---
license: apache-2.0
tags:
- mistral
- 7b
- lora
- fine-tuning
- indic-align
- hindi
- conversational-ai
---

# Dhee-Chat-Hi

A fine-tuned Hindi conversational model based on Mistral-7B-v0.3, optimized for Hindi language understanding and generation.

## Model Details

* **Base Model:** Mistral 7B v0.3
* **Fine-tuning Method:** LoRA (Low-Rank Adaptation)
* **Dataset:** `ai4bharat/indic-align`
* **Language:** Hindi
* **Model ID:** `dheeyantra/Dhee-Chat-Hi`

## Training Configuration

The model was fine-tuned using the following LoRA and training parameters:

### LoRA Parameters:
* `r`: 16
* `target_modules`: ["q_proj", "k_proj", "v_proj", "o_proj", "gate_proj", "up_proj", "down_proj"]
* `lora_alpha`: 16
* `lora_dropout`: 0
* `bias`: "none"
* `use_gradient_checkpointing`: "unsloth"
* `use_rslora`: False
* `loftq_config`: None

### Training Arguments:
* `per_device_train_batch_size`: 1
* `per_device_eval_batch_size`: 1
* `gradient_accumulation_steps`: 4
* `warmup_ratio`: 0.03
* `fp16`: True 
* `optim`: "adamw_8bit"
* `max_seq_length`: 32768
* `dataset_num_proc`: 2
* `packing`: False

## Intended Uses & Limitations

This model is intended for use in Hindi conversational applications, such as chatbots and virtual assistants.
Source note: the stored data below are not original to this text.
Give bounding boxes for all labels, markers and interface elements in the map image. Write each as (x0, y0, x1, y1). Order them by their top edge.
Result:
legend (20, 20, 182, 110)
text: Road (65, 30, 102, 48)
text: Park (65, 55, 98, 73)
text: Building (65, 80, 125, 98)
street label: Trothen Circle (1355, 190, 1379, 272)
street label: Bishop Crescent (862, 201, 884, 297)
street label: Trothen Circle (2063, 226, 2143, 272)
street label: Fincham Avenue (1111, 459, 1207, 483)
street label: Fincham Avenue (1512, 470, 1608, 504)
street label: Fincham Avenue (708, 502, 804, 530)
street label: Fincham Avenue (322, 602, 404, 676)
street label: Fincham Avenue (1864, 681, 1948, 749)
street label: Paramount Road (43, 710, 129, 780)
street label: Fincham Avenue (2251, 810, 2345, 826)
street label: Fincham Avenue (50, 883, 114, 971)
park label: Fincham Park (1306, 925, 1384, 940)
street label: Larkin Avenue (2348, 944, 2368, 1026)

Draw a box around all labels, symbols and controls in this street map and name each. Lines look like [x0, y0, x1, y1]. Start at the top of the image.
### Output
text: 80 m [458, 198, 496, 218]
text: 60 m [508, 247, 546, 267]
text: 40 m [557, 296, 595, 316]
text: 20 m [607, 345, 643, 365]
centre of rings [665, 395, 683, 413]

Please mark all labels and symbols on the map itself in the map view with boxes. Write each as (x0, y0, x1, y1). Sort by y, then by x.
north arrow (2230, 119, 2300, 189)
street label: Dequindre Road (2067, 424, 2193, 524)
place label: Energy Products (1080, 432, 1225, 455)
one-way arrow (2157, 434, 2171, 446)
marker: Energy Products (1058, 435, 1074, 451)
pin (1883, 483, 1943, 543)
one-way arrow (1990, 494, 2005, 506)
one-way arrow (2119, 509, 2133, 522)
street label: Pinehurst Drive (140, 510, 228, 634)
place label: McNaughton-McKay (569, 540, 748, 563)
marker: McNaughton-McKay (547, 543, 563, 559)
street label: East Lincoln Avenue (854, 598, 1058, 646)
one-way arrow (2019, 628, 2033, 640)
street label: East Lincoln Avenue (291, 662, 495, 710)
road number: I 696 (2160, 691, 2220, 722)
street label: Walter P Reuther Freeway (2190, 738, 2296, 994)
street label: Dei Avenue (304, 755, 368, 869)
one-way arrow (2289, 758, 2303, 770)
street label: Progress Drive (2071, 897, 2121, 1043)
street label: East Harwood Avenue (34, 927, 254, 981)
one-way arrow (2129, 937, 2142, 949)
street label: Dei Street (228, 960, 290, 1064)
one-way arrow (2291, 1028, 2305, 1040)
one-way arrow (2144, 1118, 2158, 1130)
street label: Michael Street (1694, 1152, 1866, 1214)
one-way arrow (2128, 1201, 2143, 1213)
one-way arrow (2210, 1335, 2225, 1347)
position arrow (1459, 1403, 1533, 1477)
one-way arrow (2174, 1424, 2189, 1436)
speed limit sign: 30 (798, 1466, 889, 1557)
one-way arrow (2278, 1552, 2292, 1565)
As it is fine-tuned on the `ai4bharat/indic-align` dataset, its knowledge and conversational style are primarily shaped by this data.

Limitations:
* The model's responses are based on the patterns and information present in the training data. It may generate incorrect or biased information.
* Performance may vary depending on the complexity and nuance of the input.
* The model is primarily focused on Hindi and may not perform well in other languages or code-mixed scenarios unless explicitly trained for them.

## How to Get Started with Hugging Face Transformers

You can use the following Python code to load and run inference with the `dheeyantra/Dhee-Chat-Hi` model:

```python
from transformers import AutoTokenizer, AutoModelForCausalLM
import torch

model_path = "dheeyantra/Dhee-Chat-Hi"

# Load tokenizer and model
tokenizer = AutoTokenizer.from_pretrained(model_path)
model = AutoModelForCausalLM.from_pretrained(model_path)

# Move model to GPU if available
device = torch.device("cuda" if torch.cuda.is_available() else "cpu")
model.to(device)

# Prepare chat messages
messages = [
    {"role": "User", "content": "कितने वेद हैं?"},
    {"role": "Dhee", "content": "चार वेद हैंः ऋग्वेद, यजुर्वेद, सामवेद और अथर्ववेद।"},
    {"role": "User", "content": "ऋग्वेद के बारे में और बतायें?"}
]

# Apply chat template to get prompt
prompt = tokenizer.apply_chat_template(messages, tokenize=False, add_generation_prompt=True)

# Tokenize prompt
inputs = tokenizer(prompt, return_tensors="pt").to(device)

# Generate output
with torch.no_grad():
    output_ids = model.generate(
        **inputs,
        max_new_tokens=64,
        do_sample=True,
        temperature=0.7,
        top_p=0.95,
        pad_token_id=tokenizer.eos_token_id
    )

# Decode generated text
generated_text = tokenizer.decode(output_ids[0][inputs['input_ids'].shape[-1]:], skip_special_tokens=True)
results = [{"generated_text": generated_text}]

print("Generated text:")
print(results[0]['generated_text'])
```

## Hardware Requirements
This model requires a GPU for efficient inference, especially for longer sequences or interactive applications. The exact VRAM requirements will depend on the sequence length and batch size.

## Disclaimer
This model is provided as-is. Users should be aware of its potential limitations and biases before deploying it in any application. Responsible AI practices should be followed.